Another option is to hire a cybersecurity resource to be part of the commissioning and support of customer systems. There are typically two options available to system integrators today. Option 1: hire a seasoned resource with the required certifications, such as the Certified Information Systems Security Professional (CISSP), and spend six figures on their salary. Option 2: hire an intern or recent graduate with some cybersecurity schooling for close to six figures. Option 3: The third option is not much of an option in today’s world: the system integrator could continue business as usual, follow hardening guides, and hope that the customer does not experience a cyber incident.
Any system integrator who is connecting a network cable from any device to a network that touches the outside world, even if the security network is segmented off, should be investing in an Errors and Omissions Insurance (E&O) that covers both technology and cyber liability, different from the professional liability E&O. Yes, it is a thing; and almost every customer has decided this is the first line of defense. From an insurance provider standpoint, many of these E&O policies have specific requirements that must be met before the insurance company is required to pay out. To that reason, many companies have multiple E&O policies that complement each other. In the event of a cyber incident, where the customer’s E&O insurance considers the breach occurred on a security device or appliance, the system integrator’s regular E&O insurance will not cover this. As a note, it is suggested that the technology or cyber-E&O policy is provided by the same company supplying the professional liability E&O policy, or there is a risk that the policies will negate each other, leaving the system integrator having paid for insurance that will not cover the indemnity.

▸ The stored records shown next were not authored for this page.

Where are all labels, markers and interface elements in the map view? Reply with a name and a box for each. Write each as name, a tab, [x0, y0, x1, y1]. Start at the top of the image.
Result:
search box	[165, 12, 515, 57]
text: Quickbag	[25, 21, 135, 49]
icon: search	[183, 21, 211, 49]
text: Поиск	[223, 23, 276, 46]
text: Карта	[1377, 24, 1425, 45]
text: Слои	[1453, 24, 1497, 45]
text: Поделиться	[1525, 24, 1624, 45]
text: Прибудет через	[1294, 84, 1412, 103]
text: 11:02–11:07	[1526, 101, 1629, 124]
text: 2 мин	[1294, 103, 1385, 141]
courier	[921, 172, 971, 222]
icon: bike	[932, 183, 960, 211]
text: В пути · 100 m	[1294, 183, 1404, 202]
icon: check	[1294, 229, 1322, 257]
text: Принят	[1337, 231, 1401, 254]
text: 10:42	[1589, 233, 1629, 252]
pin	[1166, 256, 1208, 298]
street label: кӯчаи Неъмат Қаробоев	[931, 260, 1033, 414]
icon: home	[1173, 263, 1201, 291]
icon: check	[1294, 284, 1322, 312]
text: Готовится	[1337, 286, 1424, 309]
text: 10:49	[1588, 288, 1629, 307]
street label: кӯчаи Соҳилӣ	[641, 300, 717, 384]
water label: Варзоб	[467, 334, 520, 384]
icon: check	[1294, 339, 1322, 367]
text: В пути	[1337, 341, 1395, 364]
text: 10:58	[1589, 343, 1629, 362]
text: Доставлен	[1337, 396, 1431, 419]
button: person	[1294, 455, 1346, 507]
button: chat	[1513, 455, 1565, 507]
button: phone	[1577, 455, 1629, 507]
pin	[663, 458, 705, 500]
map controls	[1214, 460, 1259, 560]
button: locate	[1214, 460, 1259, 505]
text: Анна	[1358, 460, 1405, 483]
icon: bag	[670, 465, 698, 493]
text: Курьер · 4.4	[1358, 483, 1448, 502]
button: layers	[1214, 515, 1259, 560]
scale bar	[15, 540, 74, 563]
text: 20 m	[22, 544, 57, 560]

Security installations in today’s world are not what they were even 5 years ago. Companies are spending vast amounts of money every year to prevent being the next statistic of cyberattack. Security system integrators have limited options on how to approach cybersecurity for their customers. Those options are 1) Hire an expensive internal resource or a 3rd party to harden a system during the commissioning phase; 2) Train existing technicians to do this work as they go; 3) Write it out of scope; or 4) Do nothing. Choosing to do nothing is like holding onto a ticking time bomb. At some point, the bomb will go off and the company cannot afford the destruction left in the aftermath. All options include system integrators buying cyber-E&O insurance to transfer risk as part of the solution. Most systems integrators will find that by training existing technicians, they can have each employee cybersecure a customer site during every visit, versus keeping one or two expensive internal or external resources busy on a limited number of sites. In this volatile time, those system integrators who choose to implement good cyber hygiene habits will keep customer networks safe, decrease liability, increase profits, and create new revenue streams while doing so.